Boeing was forced to ground all Boeing 737 MAX aircraft in March 2019 following the two fatal crashes involving MAX 8 aircraft of Lion Air Flight JT610 & Ethiopian Flight ET302 killing 346 people.
Firstly the bill for the groundings is expected to cost Boeing approximately $18bn (£13.8bn).
This cost has push Boeing to declare a loss of $636m loss for 2019. Boeing sales have slowed due to the MAX crisis, Revenue had been expected at $21.7bn for Q4 of 2019. In consequence revenue was only $17.9bn.
Future of the Boeing 737 MAX
Boeing fired Dennis Muilenburg over his handling of the crisis at the company.
Boeing are committed to having the 737 MAX re-certificated and safely back into service. “We are focused on returning the 737 Max to service safely and restoring the long-standing trust that the Boeing brand represents with the flying public,” Mr Calhoun.

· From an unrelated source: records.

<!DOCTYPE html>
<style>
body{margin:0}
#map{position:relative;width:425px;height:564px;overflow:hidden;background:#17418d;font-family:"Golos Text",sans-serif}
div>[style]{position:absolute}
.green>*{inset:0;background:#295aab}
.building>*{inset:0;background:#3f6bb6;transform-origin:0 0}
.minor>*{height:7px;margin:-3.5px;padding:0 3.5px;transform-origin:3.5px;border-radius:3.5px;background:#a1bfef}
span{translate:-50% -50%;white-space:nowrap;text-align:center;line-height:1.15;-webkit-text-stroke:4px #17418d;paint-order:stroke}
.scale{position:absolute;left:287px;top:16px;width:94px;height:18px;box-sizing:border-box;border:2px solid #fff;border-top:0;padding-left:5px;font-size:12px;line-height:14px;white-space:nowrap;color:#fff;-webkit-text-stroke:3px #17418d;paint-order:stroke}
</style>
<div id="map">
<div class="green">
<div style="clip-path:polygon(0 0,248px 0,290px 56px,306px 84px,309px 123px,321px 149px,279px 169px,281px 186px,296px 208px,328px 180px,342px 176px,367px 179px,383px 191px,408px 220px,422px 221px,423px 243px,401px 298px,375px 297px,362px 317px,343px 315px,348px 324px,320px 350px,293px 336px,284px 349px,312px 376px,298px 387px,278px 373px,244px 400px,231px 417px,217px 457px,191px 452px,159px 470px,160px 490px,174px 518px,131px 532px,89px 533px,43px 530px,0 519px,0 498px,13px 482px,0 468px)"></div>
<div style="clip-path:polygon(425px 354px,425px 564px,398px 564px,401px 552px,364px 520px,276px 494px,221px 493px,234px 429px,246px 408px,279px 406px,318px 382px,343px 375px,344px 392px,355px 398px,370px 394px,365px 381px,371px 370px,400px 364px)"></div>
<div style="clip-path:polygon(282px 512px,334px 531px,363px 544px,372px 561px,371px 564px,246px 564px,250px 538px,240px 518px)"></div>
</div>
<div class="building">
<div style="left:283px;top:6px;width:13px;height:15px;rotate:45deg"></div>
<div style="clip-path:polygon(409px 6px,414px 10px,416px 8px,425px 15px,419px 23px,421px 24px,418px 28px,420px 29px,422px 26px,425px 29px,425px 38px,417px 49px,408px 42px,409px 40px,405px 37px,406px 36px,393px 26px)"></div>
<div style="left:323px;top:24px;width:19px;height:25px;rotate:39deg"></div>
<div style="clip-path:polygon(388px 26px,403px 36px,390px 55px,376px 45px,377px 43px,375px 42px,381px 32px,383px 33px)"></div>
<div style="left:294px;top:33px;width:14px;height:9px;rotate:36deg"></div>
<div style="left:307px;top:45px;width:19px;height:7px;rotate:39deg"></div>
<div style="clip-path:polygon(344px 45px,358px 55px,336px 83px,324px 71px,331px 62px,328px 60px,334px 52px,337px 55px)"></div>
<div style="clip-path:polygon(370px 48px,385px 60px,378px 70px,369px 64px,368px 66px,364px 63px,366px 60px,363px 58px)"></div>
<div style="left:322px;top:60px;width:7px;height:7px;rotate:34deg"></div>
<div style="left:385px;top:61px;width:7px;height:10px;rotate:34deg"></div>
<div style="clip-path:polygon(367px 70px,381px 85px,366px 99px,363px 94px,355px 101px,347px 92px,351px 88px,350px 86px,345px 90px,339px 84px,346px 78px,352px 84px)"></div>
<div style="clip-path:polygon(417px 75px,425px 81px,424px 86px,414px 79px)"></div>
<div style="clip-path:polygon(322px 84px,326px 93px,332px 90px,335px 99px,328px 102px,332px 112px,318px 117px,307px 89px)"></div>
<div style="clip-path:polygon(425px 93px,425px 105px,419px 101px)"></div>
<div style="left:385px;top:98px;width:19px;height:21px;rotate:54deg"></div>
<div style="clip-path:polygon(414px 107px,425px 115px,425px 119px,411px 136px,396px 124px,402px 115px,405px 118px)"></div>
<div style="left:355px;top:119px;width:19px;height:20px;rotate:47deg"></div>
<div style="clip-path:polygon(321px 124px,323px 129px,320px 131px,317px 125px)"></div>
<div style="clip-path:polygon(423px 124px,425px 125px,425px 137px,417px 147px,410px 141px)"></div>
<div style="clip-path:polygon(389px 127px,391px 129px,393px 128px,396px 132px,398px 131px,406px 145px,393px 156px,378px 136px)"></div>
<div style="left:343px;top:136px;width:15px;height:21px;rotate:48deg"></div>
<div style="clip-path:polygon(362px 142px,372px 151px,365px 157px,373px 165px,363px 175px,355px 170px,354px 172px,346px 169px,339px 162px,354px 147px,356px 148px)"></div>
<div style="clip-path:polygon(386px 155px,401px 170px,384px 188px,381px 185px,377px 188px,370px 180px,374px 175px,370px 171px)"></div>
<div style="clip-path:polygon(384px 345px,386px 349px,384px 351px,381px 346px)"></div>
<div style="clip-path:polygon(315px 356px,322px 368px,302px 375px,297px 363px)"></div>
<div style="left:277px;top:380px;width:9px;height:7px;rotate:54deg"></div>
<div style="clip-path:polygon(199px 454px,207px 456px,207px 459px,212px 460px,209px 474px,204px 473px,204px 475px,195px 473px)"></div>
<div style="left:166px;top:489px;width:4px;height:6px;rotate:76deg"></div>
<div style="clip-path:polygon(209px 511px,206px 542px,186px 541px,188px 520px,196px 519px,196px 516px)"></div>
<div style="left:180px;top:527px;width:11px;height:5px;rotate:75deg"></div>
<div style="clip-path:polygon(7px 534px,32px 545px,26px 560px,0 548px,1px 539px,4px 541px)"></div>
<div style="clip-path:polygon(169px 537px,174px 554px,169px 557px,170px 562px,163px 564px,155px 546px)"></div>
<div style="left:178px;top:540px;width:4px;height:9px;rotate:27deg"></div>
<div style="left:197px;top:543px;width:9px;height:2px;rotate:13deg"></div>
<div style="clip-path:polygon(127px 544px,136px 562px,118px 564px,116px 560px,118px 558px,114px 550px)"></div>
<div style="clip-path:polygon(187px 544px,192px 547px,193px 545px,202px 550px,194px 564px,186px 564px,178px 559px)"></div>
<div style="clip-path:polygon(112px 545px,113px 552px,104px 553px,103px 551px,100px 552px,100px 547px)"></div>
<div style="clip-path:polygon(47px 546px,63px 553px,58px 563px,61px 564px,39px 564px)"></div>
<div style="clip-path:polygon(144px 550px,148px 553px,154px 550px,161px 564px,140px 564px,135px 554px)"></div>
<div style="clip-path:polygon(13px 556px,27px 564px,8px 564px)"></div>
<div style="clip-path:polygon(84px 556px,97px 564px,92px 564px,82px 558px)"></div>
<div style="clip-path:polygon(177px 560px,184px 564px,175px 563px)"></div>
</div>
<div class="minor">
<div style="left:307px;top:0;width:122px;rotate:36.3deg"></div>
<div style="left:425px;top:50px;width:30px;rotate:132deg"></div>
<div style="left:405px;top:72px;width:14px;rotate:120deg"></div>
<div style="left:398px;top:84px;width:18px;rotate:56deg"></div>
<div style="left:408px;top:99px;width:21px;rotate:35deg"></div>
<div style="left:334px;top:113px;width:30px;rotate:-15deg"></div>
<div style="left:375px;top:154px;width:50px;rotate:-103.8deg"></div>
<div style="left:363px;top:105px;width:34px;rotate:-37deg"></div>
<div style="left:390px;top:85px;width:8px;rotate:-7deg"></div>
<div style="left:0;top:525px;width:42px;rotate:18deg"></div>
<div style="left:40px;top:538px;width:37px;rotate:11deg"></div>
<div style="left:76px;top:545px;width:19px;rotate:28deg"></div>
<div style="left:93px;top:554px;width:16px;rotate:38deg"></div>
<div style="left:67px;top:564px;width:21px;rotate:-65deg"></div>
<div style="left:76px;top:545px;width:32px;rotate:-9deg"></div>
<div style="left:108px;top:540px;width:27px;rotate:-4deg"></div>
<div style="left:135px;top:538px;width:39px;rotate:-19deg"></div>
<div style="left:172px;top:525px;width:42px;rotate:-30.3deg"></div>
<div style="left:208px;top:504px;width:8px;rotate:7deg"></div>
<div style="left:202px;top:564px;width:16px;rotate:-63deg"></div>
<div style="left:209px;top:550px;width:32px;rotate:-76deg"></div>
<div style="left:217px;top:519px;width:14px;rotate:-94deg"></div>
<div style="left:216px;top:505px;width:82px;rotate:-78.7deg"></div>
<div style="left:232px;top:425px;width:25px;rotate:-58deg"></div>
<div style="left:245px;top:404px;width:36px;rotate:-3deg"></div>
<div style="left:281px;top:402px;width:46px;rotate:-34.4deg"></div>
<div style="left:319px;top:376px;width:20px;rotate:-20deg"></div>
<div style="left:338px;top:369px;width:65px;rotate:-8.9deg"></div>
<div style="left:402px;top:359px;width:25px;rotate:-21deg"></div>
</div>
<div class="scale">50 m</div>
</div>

The aim was to have the MAX aircraft fly again before the end of 2019 however the Federal aviation administration (FAA) stated they will no rush into re-certification until all issues and problems have been addressed.
Latest suggestion are these aircraft will remain grounded possibly until after Summer 2020. Initially the grounding was expected to cost only $9bn. Consequently the repeated delays will cost the company maybe double that figure.
Boeing are adamant in getting the MAX back in service despite two fatal crashes has no intention of re-branding the program. Official updates are regularly released by the FAA who are following progress closely.
The company has a total backlog in orders worth an estimated $464.4bn. Despite financial losses Boeing share prices took a 4% rise. Likely rose after the first flight of the Boeing 777x on the 25th January.